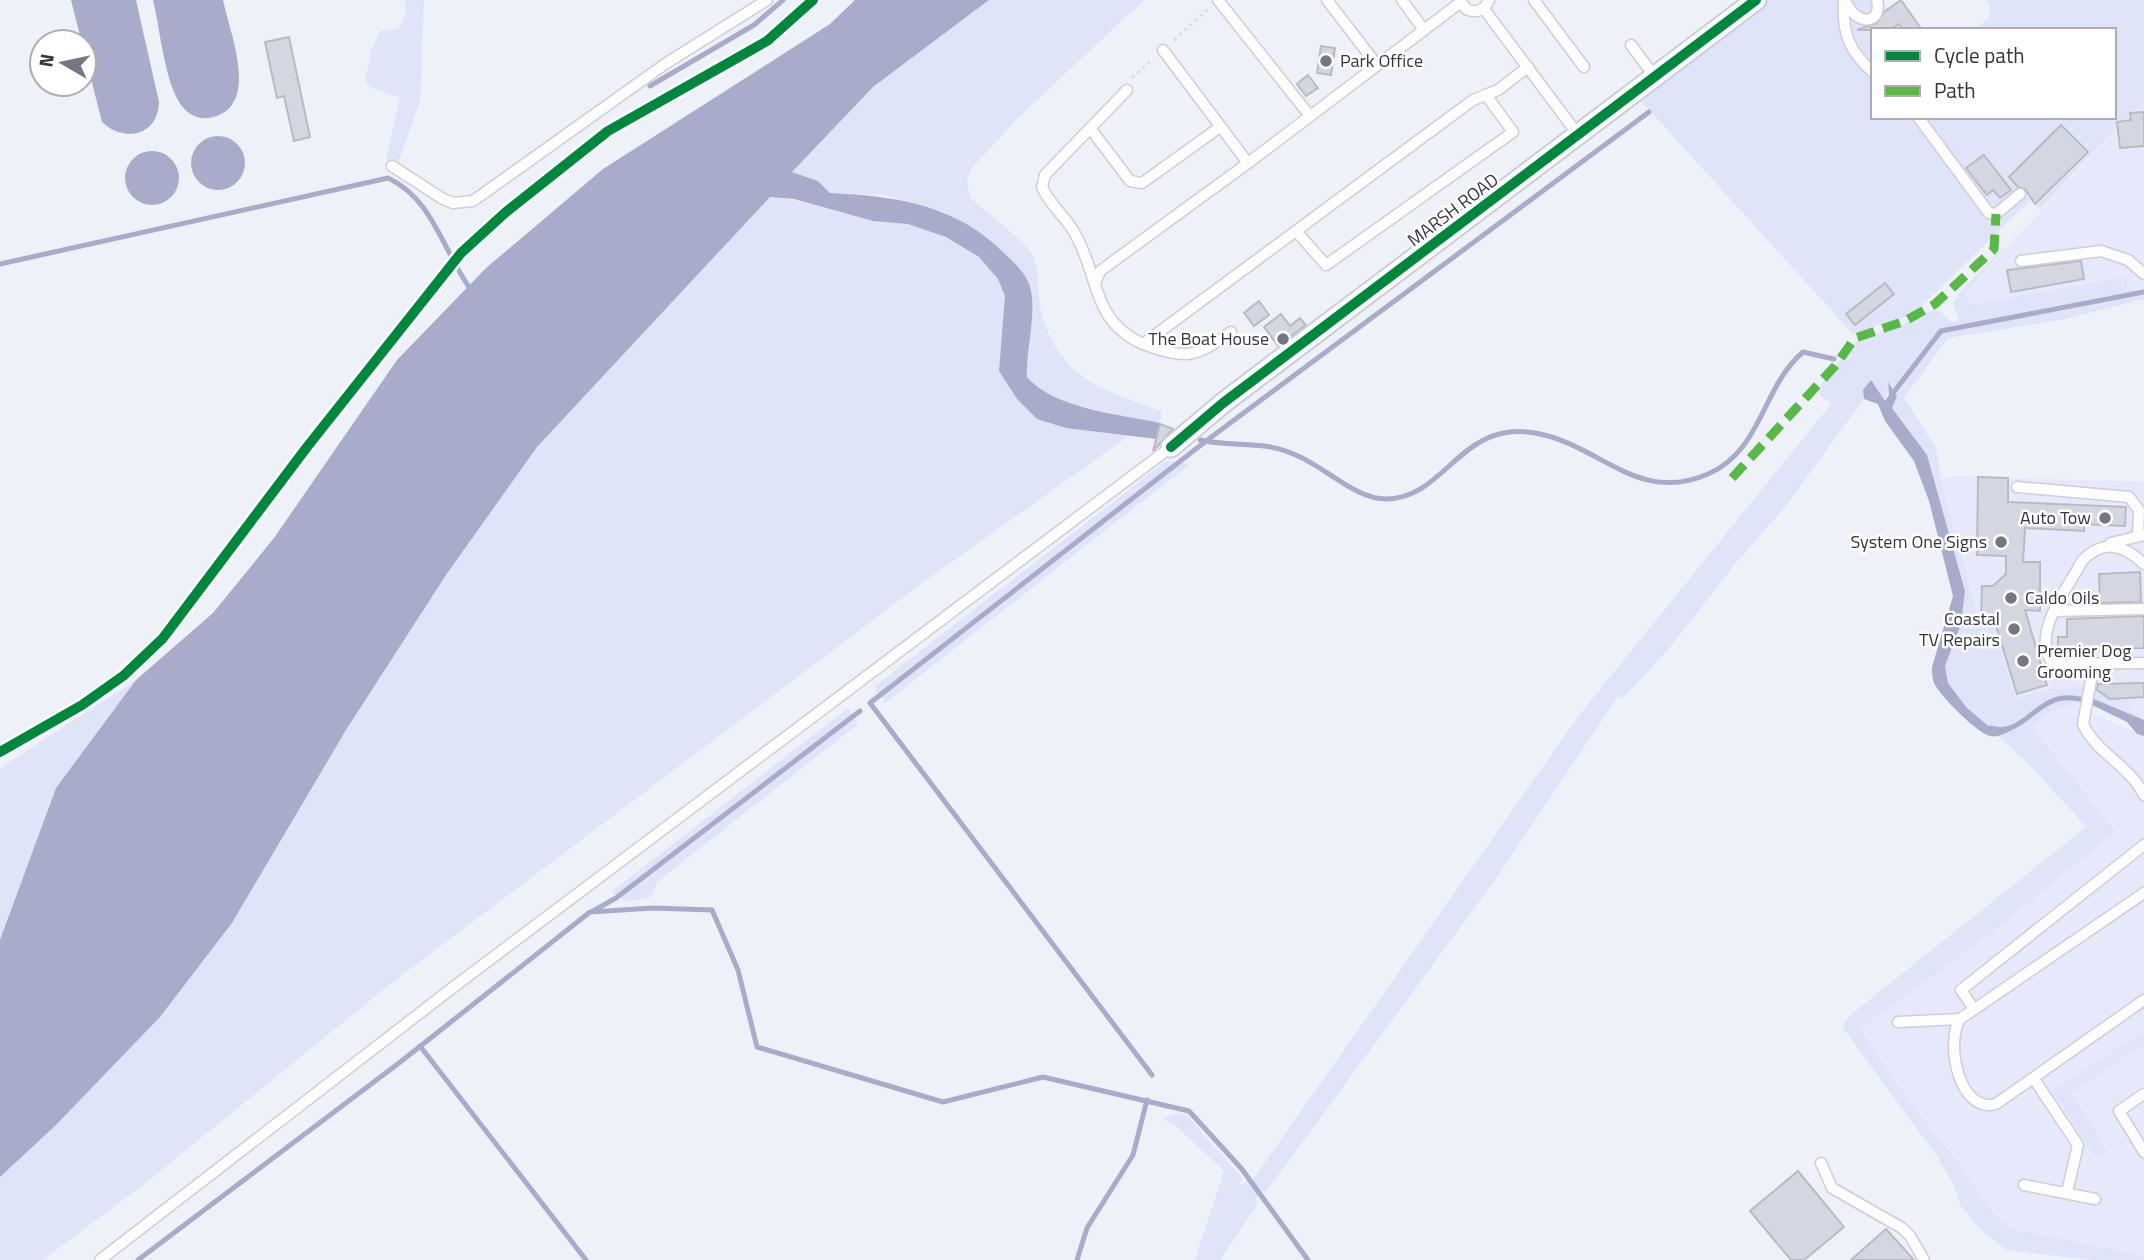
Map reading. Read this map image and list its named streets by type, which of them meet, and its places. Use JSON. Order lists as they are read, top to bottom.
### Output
{
  "streets": {
    "street": ["MARSH ROAD"]
  },
  "places": [
    "Park Office",
    "The Boat House",
    "Auto Tow",
    "System One Signs",
    "Caldo Oils",
    "Coastal TV Repairs",
    "Premier Dog Grooming"
  ],
  "legend": ["Cycle path", "Path"],
  "north": "left"
}
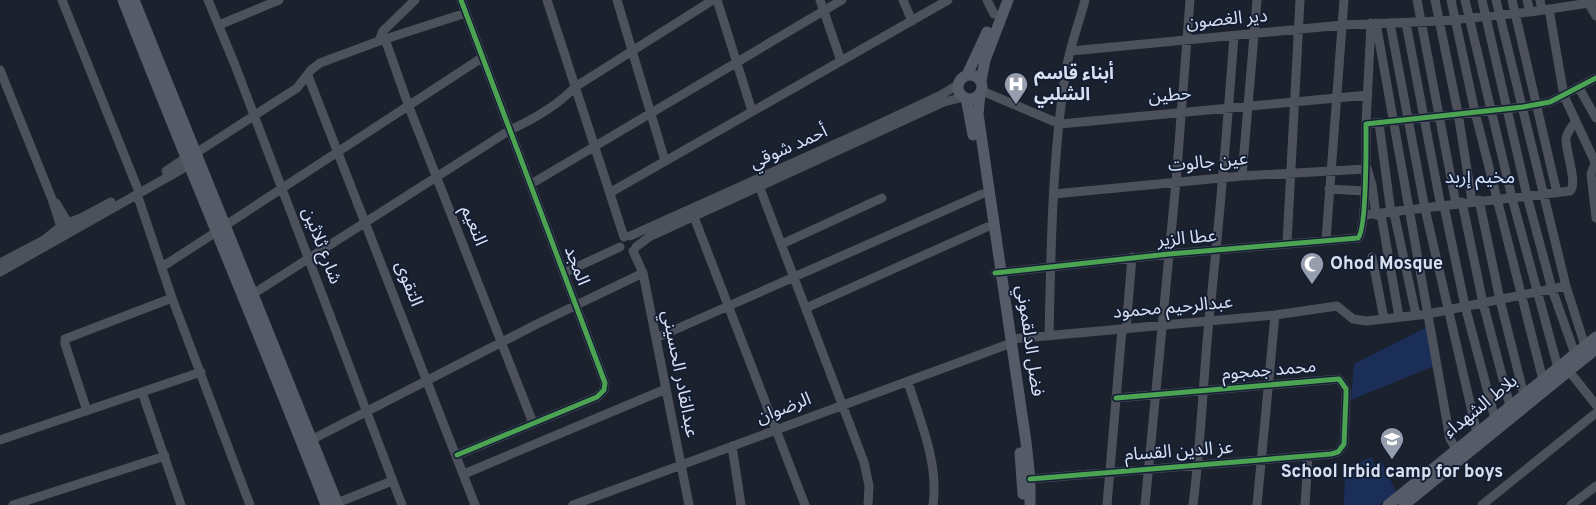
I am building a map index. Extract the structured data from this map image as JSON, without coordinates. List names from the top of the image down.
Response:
{
  "streets": {
    "main road": ["فضل الدلقموني", "بلاط الشهداء"],
    "street": [
      "دير الغصون",
      "حطين",
      "أحمد شوقي",
      "عين جالوت",
      "النعيم",
      "عطا الزير",
      "شارع ثلاثين",
      "المجد",
      "التقوى",
      "عبدالرحيم محمود",
      "محمد جمجوم",
      "عبدالقادر الحسيني",
      "الرضوان",
      "عز الدين القسام"
    ]
  },
  "crossings": [
    ["حطين", "أحمد شوقي"],
    ["حطين", "فضل الدلقموني"],
    ["أحمد شوقي", "فضل الدلقموني"],
    ["أحمد شوقي", "عبدالقادر الحسيني"],
    ["النعيم", "المجد"],
    ["عطا الزير", "فضل الدلقموني"],
    ["المجد", "التقوى"],
    ["عبدالرحيم محمود", "فضل الدلقموني"],
    ["عبدالرحيم محمود", "الرضوان"],
    ["فضل الدلقموني", "الرضوان"],
    ["فضل الدلقموني", "عز الدين القسام"],
    ["محمد جمجوم", "عز الدين القسام"],
    ["عبدالقادر الحسيني", "الرضوان"]
  ],
  "districts": ["مخيم إربد"],
  "places": {
    "hospital": ["أبناء قاسم الشلبي"],
    "mosque": ["Ohod Mosque"],
    "school or university": ["School Irbid camp for boys"]
  }
}
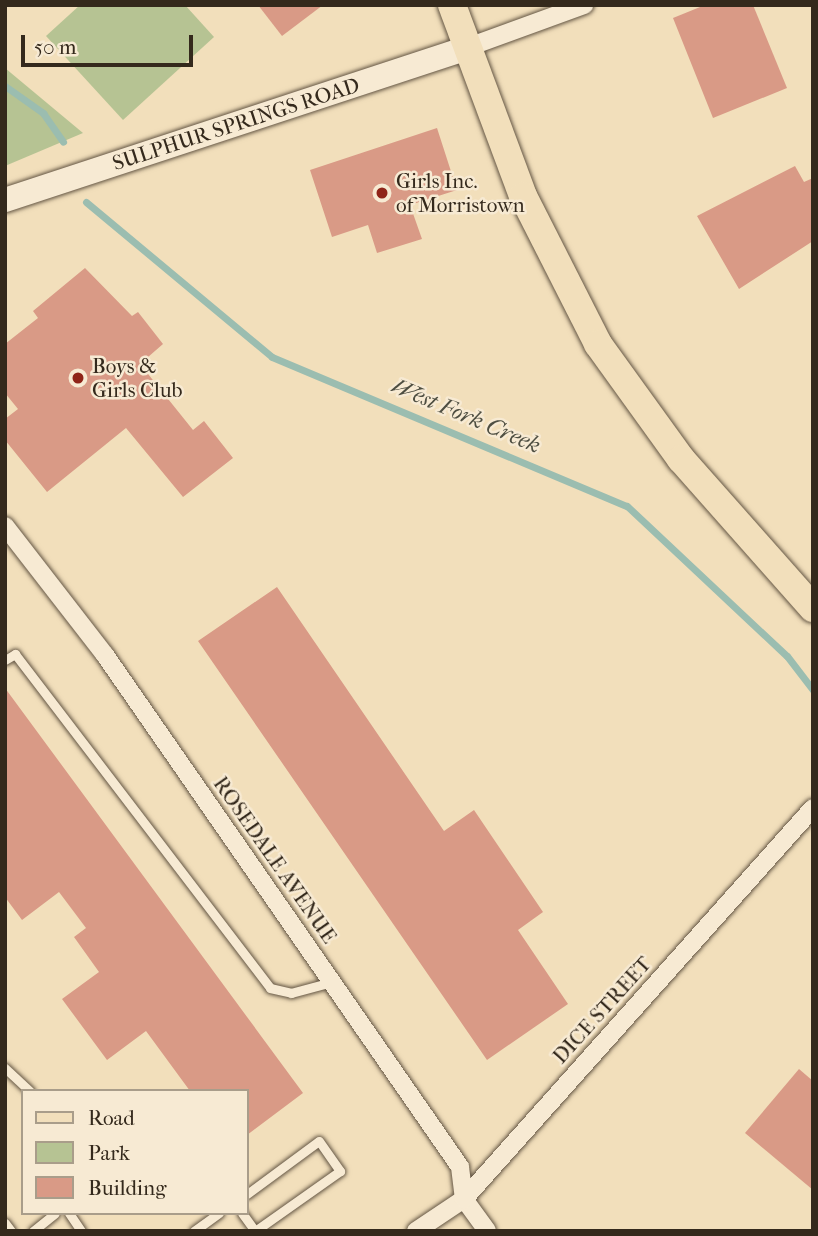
***
Task statement: Every entry above is to be repeated word for word, with all pictures omitted.

Result:
Map reading. Read this map image and list its named streets by type, which of them meet, and its places. Use JSON. Order lists as they are read, top to bottom.
### Output
{
  "streets": {
    "street": ["MARSH ROAD"]
  },
  "places": [
    "Park Office",
    "The Boat House",
    "Auto Tow",
    "System One Signs",
    "Caldo Oils",
    "Coastal TV Repairs",
    "Premier Dog Grooming"
  ],
  "legend": ["Cycle path", "Path"],
  "north": "left"
}
I am building a map index. Extract the structured data from this map image as JSON, without coordinates. List names from the top of the image down.
Response:
{
  "streets": {
    "main road": ["فضل الدلقموني", "بلاط الشهداء"],
    "street": [
      "دير الغصون",
      "حطين",
      "أحمد شوقي",
      "عين جالوت",
      "النعيم",
      "عطا الزير",
      "شارع ثلاثين",
      "المجد",
      "التقوى",
      "عبدالرحيم محمود",
      "محمد جمجوم",
      "عبدالقادر الحسيني",
      "الرضوان",
      "عز الدين القسام"
    ]
  },
  "crossings": [
    ["حطين", "أحمد شوقي"],
    ["حطين", "فضل الدلقموني"],
    ["أحمد شوقي", "فضل الدلقموني"],
    ["أحمد شوقي", "عبدالقادر الحسيني"],
    ["النعيم", "المجد"],
    ["عطا الزير", "فضل الدلقموني"],
    ["المجد", "التقوى"],
    ["عبدالرحيم محمود", "فضل الدلقموني"],
    ["عبدالرحيم محمود", "الرضوان"],
    ["فضل الدلقموني", "الرضوان"],
    ["فضل الدلقموني", "عز الدين القسام"],
    ["محمد جمجوم", "عز الدين القسام"],
    ["عبدالقادر الحسيني", "الرضوان"]
  ],
  "districts": ["مخيم إربد"],
  "places": {
    "hospital": ["أبناء قاسم الشلبي"],
    "mosque": ["Ohod Mosque"],
    "school or university": ["School Irbid camp for boys"]
  }
}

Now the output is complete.